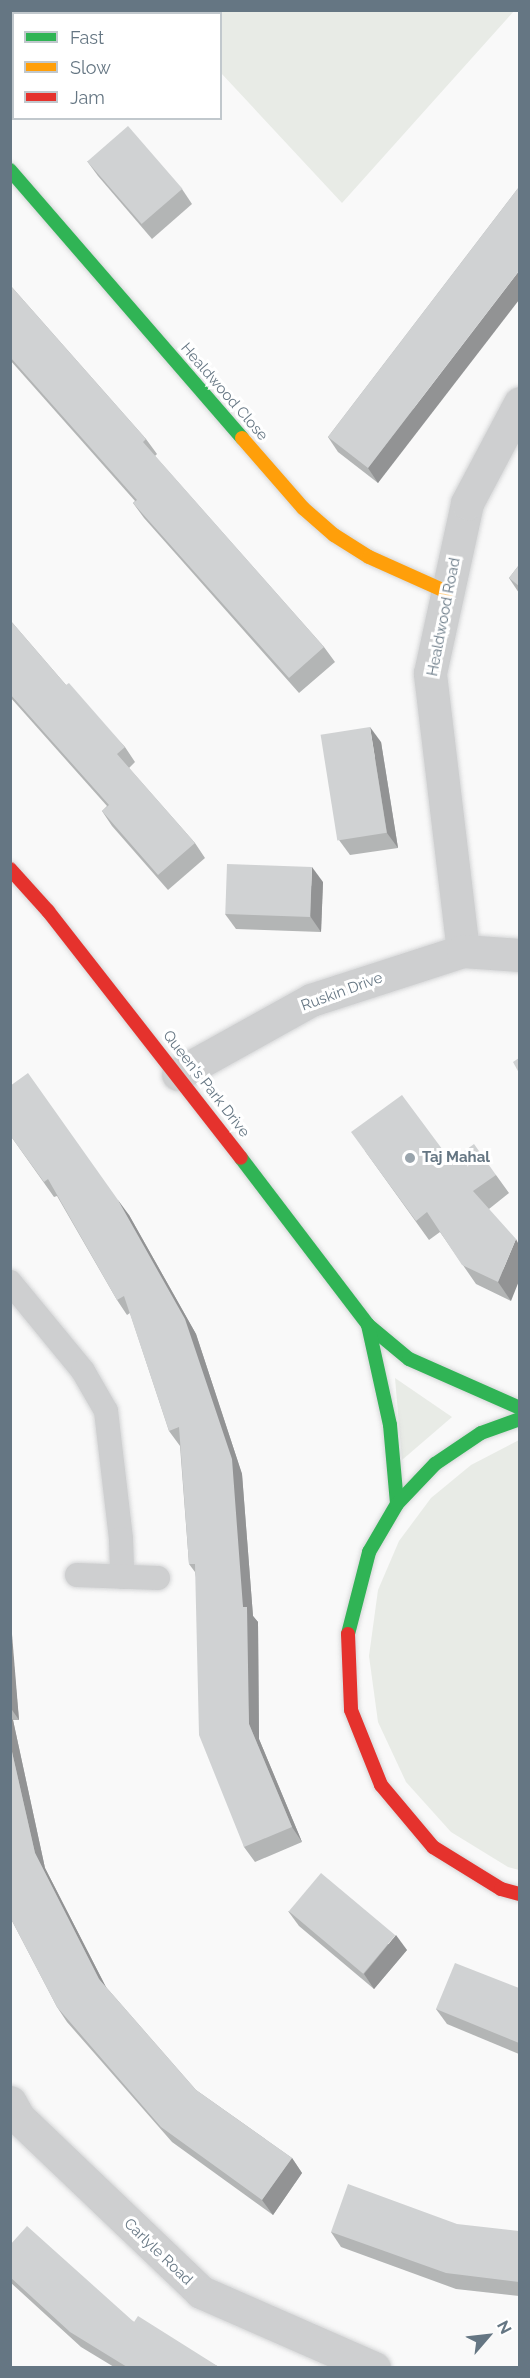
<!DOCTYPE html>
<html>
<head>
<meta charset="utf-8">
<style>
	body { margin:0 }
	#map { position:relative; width:530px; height:2378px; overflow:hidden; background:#f9f9f9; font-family:Raleway,sans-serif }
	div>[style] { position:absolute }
	.green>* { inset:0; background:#e8ebe6 }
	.roads { filter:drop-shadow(0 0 2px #d5d6d7) drop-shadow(0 0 2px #d5d6d7) }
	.lane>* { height:24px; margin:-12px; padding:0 12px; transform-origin:12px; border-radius:12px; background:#cecfd0 }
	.street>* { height:33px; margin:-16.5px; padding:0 16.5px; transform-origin:16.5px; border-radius:16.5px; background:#cecfd0 }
	.fast>* { height:14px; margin:-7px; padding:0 7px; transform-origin:7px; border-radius:7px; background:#30b455 }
	.slow>* { height:14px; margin:-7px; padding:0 7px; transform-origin:7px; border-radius:7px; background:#ff9f0a }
	.jam>* { height:14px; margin:-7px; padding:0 7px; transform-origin:7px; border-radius:7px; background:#e5322d }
	.wall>* { inset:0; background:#b3b5b5 }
	.shaded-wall>* { inset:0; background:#929394 }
	.building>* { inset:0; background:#d0d2d3; transform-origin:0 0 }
	.dots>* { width:16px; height:16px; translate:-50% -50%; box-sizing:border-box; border:3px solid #fff; border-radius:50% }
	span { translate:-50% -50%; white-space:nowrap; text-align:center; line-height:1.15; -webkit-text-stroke:6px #fff; paint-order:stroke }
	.street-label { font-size:15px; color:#657683 }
	.poi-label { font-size:15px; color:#657683; font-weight:700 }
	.left { translate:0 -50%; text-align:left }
	.frame { position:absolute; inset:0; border:12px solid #657683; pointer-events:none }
	.legend { position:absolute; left:12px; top:12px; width:210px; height:108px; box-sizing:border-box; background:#fff; border:2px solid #c1c8cd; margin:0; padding:8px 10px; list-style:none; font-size:18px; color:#657683 }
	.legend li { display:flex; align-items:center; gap:12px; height:30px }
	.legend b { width:30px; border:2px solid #c1c8cd }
	.north { position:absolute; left:458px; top:2306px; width:60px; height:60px; -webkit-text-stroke:4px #fff; paint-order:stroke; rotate:62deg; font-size:16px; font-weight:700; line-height:24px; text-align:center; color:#657683 }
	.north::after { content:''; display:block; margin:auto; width:21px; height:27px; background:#657683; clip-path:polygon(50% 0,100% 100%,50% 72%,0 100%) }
</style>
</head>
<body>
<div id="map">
	<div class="green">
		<div style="clip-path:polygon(162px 11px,514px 11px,342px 203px,221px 73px,220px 14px,165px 14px)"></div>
		<div style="clip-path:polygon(395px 1378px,452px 1417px,402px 1460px)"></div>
		<div style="clip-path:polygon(519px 1440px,520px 1440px,519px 1870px,508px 1867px,451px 1832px,406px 1782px,378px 1722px,369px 1656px,378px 1590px,399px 1541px,431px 1498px,471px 1465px)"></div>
	</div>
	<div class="roads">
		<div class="lane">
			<div style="left:10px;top:1282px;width:115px;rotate:50.6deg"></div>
			<div style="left:83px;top:1371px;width:46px;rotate:60.1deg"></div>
			<div style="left:106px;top:1411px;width:129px;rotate:83.3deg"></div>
			<div style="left:121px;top:1539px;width:38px;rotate:88deg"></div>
			<div style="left:77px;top:1575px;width:81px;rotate:2.1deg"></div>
		</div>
		<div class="street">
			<div style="left:463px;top:951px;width:280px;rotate:-96.8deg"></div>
			<div style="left:430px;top:673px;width:174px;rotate:-77.7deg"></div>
			<div style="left:467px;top:503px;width:113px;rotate:-62.1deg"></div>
			<div style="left:178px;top:1074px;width:152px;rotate:-29.1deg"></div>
			<div style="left:311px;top:1000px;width:160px;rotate:-17.9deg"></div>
			<div style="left:463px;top:951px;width:57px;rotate:4deg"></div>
			<div style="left:10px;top:2102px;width:18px;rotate:61deg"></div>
			<div style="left:19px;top:2118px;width:252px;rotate:43.7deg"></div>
			<div style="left:201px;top:2292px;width:189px;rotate:23.7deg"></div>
		</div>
		<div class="fast">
			<div style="left:10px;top:170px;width:354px;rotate:49.1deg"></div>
			<div style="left:241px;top:1158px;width:210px;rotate:52.7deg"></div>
			<div style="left:368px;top:1325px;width:53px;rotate:39.7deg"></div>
			<div style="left:409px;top:1359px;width:121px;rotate:23.8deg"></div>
			<div style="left:368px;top:1325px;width:102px;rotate:77.6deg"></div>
			<div style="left:390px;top:1425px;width:79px;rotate:84.9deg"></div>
			<div style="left:348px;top:1634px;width:85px;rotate:-75.6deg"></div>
			<div style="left:369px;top:1552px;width:56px;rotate:-59.7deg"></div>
			<div style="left:397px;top:1504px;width:55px;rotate:-46.5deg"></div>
			<div style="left:435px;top:1464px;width:55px;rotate:-34deg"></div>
			<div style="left:481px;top:1433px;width:41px;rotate:-19.7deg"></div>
		</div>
		<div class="slow">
			<div style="left:242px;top:438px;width:93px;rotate:48.9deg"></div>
			<div style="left:303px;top:508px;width:41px;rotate:41.1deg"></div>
			<div style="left:334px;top:535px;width:41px;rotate:32.2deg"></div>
			<div style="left:369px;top:557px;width:85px;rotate:24.2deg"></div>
		</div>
		<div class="jam">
			<div style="left:10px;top:869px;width:57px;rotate:47.9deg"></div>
			<div style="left:48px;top:911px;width:313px;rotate:52deg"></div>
			<div style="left:348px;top:1634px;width:76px;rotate:87.7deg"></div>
			<div style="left:351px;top:1710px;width:81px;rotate:68.2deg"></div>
			<div style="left:381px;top:1785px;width:81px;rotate:50deg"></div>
			<div style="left:433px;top:1847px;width:80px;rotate:31.7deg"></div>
			<div style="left:501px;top:1889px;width:20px;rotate:15deg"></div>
		</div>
	</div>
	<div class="wall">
		<div style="clip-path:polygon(87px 161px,182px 189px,192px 204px,152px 239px,98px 176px)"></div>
		<div style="clip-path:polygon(519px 187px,378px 483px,338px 452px,328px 437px)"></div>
		<div style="clip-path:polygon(10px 285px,146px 439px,157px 454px,155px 456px,324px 647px,335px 662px,299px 693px,144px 518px,133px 503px,135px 501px,10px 360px)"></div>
		<div style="clip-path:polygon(519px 565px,519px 593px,509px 578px)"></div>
		<div style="clip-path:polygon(10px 620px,66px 685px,125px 747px,135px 762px,129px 768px,195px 843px,205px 858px,168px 890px,112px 826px,102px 811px,107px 806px,10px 697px)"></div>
		<div style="clip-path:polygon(381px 742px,398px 848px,350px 855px,339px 840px)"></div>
		<div style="clip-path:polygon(323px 882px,321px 932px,236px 929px,225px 914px)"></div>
		<div style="clip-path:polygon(10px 1135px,129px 1215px,196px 1334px,242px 1474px,253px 1616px,258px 1622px,259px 1739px,302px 1842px,255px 1862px,244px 1847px,195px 1572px,189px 1564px,180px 1446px,169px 1431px,130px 1313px,127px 1315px,117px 1300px,57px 1196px,54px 1197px)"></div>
		<div style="clip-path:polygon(365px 1151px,451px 1161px,496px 1175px,509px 1193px,489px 1209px,511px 1301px,476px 1284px,440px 1232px,429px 1240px)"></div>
		<div style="clip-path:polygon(10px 1622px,19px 1720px,13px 1720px,45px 1868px,106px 1987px,196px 2090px,292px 2158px,302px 2173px,273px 2215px,172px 2142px,67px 2022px,57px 2007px,10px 1917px)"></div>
		<div style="clip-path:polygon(288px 1911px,407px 1950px,374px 1989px,299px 1926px)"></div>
		<div style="clip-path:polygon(519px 1988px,519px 2054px,447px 2024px,436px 2009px)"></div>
		<div style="clip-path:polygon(519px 2231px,519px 2296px,456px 2289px,341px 2247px,331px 2232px)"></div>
		<div style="clip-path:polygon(10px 2245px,134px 2322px,219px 2367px,114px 2367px,81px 2347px,10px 2282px)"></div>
	</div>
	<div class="shaded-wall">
		<div style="clip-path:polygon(519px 271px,519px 300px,378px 483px,368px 468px)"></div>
		<div style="clip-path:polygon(370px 727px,381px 742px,398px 848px,387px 833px)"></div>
		<div style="clip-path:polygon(312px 867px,323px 882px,321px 932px,310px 916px)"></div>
		<div style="clip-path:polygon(118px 1200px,129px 1215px,196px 1334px,242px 1474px,253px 1616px,258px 1622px,259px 1739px,302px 1842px,292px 1827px,249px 1724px,243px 1607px)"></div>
		<div style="clip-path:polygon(516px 1239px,519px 1245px,519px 1281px,511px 1301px,498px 1282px)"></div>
		<div style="clip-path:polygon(11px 1622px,19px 1720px,10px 1707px)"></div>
		<div style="clip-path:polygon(10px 1717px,13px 1720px,45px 1868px,110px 1995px,99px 1979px,35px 1853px,10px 1743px)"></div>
		<div style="clip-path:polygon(396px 1935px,407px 1950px,374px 1989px,364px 1974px)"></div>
		<div style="clip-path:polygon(292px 2158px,302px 2173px,273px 2215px,262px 2200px)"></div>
	</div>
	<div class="building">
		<div style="clip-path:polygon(70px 10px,75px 10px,77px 14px,66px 14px)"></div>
		<div style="left:128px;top:126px;width:83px;height:54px;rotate:49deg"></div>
		<div style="clip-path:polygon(519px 187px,519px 271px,368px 468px,328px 437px)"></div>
		<div style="clip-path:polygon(10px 285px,146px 439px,143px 442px,324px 647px,289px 678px,133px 503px,137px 500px,10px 357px)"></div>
		<div style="clip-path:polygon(519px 565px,519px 586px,509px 578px)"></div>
		<div style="clip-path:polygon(10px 620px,66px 685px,69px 683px,125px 747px,117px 754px,195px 843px,158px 875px,102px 811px,109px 805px,10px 694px)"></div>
		<div style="left:370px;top:727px;width:107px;height:50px;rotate:81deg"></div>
		<div style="left:227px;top:864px;width:85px;height:50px;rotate:2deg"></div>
		<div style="clip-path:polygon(519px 1058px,519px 1073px,513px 1062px)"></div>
		<div style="clip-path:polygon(28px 1073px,118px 1200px,185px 1319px,232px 1459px,243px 1607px,247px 1607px,249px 1724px,292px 1827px,244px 1847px,199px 1735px,195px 1564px,189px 1564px,179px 1427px,169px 1431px,124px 1296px,117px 1300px,48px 1179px,44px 1182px,10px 1135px,10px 1086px)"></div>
		<div style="clip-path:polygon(402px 1095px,451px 1161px,474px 1144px,496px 1175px,473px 1191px,516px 1239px,498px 1282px,462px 1265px,427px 1212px,416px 1221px,351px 1132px)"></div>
		<div style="clip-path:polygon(10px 1743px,35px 1853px,99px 1979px,196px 2090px,292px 2158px,262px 2200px,161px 2127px,57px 2007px,10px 1917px)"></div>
		<div style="left:321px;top:1873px;width:97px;height:50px;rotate:40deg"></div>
		<div style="clip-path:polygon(455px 1963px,519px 1988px,519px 2043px,436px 2009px)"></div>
		<div style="clip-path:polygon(348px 2184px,457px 2224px,519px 2231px,519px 2282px,446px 2273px,331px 2232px)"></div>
		<div style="clip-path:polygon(27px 2226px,134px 2322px,138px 2316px,219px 2367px,127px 2367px,70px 2332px,10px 2277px,10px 2245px)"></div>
	</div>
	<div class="dots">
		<div style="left:410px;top:1158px;background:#99a4ac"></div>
	</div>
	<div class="street-label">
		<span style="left:224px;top:392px;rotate:49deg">Healdwood Close</span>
		<span style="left:444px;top:617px;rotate:-79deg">Healdwood Road</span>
		<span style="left:342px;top:992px;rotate:-20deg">Ruskin Drive</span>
		<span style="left:206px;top:1084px;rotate:52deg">Queen's Park Drive</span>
		<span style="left:158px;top:2252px;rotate:44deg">Carlyle Road</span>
	</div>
	<div class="poi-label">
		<span class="left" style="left:422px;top:1158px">Taj Mahal</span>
	</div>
	<div class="frame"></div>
	<ul class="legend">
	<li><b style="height:8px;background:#30b455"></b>Fast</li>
	<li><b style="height:8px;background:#ff9f0a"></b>Slow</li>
	<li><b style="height:8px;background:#e5322d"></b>Jam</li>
	</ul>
	<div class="north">N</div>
</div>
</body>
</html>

▶ **What you should do**
Scan the material above and copy every line that holds the string "lane".

▶ **Response area**
	.lane>* { height:24px; margin:-12px; padding:0 12px; transform-origin:12px; border-radius:12px; background:#cecfd0 }
		<div class="lane">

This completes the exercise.